**Exercise brief**:
Return each line of the records holding the string "Bunker".
◇ ◇ ◇ ◇ ◇
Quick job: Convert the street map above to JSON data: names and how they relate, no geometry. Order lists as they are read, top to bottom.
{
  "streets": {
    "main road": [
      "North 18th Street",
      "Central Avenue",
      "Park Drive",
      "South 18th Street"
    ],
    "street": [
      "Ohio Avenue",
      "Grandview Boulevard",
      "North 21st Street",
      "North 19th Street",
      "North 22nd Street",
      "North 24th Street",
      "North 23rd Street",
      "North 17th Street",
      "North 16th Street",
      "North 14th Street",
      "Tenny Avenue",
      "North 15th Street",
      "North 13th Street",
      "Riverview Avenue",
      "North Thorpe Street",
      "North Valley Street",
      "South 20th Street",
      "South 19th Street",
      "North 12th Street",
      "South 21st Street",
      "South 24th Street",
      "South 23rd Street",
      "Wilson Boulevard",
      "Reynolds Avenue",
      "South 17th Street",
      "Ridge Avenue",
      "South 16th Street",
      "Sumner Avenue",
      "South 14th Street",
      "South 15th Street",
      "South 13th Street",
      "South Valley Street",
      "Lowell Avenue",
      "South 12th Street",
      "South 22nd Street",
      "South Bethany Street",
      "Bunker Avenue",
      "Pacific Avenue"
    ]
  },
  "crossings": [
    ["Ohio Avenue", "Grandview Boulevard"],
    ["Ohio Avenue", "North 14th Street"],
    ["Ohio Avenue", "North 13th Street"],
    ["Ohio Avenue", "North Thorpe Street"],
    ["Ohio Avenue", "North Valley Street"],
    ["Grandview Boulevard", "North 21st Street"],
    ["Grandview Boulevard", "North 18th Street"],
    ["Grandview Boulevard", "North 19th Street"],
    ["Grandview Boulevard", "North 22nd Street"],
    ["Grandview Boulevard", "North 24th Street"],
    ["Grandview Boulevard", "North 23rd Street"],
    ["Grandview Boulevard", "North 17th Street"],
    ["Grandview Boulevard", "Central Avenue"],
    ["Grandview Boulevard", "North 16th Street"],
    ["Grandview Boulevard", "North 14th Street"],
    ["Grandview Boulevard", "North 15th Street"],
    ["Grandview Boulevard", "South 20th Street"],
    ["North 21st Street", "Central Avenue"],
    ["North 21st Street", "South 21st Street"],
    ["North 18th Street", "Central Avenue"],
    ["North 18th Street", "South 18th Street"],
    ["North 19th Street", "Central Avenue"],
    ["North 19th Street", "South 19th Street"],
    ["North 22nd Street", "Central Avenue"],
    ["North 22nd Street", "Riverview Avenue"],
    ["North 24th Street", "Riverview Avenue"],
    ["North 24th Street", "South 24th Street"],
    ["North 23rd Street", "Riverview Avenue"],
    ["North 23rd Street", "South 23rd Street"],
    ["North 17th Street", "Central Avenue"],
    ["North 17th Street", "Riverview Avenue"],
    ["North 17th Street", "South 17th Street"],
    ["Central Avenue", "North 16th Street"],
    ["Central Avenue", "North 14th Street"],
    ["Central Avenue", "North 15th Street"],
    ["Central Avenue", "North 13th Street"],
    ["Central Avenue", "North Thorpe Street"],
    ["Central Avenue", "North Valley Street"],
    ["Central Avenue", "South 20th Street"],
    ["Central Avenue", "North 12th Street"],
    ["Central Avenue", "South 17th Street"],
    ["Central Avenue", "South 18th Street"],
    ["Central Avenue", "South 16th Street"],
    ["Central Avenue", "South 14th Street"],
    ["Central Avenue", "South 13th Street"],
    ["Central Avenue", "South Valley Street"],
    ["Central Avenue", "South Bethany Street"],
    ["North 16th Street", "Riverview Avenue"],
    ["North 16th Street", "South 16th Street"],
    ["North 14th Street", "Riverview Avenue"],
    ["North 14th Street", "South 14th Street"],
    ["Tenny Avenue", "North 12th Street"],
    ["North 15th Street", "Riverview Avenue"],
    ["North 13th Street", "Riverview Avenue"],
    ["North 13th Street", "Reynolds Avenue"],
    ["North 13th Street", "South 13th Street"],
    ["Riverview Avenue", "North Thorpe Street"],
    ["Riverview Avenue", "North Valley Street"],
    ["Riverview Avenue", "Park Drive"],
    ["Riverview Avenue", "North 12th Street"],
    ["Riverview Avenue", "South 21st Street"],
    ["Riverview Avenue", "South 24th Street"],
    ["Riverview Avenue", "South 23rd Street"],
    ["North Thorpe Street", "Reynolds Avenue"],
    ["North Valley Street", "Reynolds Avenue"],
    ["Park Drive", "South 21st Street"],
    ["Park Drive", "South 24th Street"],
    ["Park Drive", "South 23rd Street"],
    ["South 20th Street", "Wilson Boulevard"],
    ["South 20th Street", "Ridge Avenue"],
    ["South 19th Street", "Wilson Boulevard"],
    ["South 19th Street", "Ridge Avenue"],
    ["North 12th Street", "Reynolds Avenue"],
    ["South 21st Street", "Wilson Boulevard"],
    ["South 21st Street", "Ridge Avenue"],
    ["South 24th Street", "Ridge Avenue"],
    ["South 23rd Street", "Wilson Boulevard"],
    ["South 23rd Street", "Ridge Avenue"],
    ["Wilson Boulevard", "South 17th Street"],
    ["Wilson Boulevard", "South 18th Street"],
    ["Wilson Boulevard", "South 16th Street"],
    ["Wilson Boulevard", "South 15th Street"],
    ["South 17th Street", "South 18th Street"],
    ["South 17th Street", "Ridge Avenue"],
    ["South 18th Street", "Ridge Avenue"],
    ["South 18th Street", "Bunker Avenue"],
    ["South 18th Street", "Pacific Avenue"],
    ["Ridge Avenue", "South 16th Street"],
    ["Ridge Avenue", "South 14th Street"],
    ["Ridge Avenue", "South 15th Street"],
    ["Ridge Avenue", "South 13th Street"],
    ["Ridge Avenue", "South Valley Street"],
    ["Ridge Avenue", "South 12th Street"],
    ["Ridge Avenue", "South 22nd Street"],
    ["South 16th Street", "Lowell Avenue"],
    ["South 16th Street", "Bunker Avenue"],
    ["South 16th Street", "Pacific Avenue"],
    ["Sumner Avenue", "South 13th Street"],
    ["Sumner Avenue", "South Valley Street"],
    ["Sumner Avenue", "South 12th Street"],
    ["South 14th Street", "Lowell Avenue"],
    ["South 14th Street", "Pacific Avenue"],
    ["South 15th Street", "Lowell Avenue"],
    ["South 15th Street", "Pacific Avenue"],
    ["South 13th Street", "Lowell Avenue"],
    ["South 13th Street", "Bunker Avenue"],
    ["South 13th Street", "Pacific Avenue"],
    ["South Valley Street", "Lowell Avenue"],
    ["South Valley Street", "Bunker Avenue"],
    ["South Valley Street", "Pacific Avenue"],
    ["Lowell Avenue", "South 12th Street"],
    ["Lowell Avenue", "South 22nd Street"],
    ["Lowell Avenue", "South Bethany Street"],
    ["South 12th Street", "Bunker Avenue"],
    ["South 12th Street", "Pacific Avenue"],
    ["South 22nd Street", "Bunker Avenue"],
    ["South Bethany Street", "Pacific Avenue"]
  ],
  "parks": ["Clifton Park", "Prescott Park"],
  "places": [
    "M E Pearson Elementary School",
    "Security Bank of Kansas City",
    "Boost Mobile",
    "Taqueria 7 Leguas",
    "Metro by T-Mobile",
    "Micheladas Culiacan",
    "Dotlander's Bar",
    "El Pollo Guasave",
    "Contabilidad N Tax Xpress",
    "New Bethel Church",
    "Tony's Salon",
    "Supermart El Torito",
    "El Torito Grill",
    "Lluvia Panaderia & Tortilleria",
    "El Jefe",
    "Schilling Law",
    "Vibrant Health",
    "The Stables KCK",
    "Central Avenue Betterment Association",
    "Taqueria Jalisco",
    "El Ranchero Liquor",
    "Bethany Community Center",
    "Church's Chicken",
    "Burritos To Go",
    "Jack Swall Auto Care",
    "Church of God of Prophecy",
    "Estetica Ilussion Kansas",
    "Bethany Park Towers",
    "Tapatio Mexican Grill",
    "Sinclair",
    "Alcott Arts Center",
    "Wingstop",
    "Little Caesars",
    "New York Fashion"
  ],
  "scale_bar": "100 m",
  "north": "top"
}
◇ ◇ ◇ ◇ ◇
**Solution to this problem**:
      "Bunker Avenue",
    ["South 18th Street", "Bunker Avenue"],
    ["South 16th Street", "Bunker Avenue"],
    ["South 13th Street", "Bunker Avenue"],
    ["South Valley Street", "Bunker Avenue"],
    ["South 12th Street", "Bunker Avenue"],
    ["South 22nd Street", "Bunker Avenue"],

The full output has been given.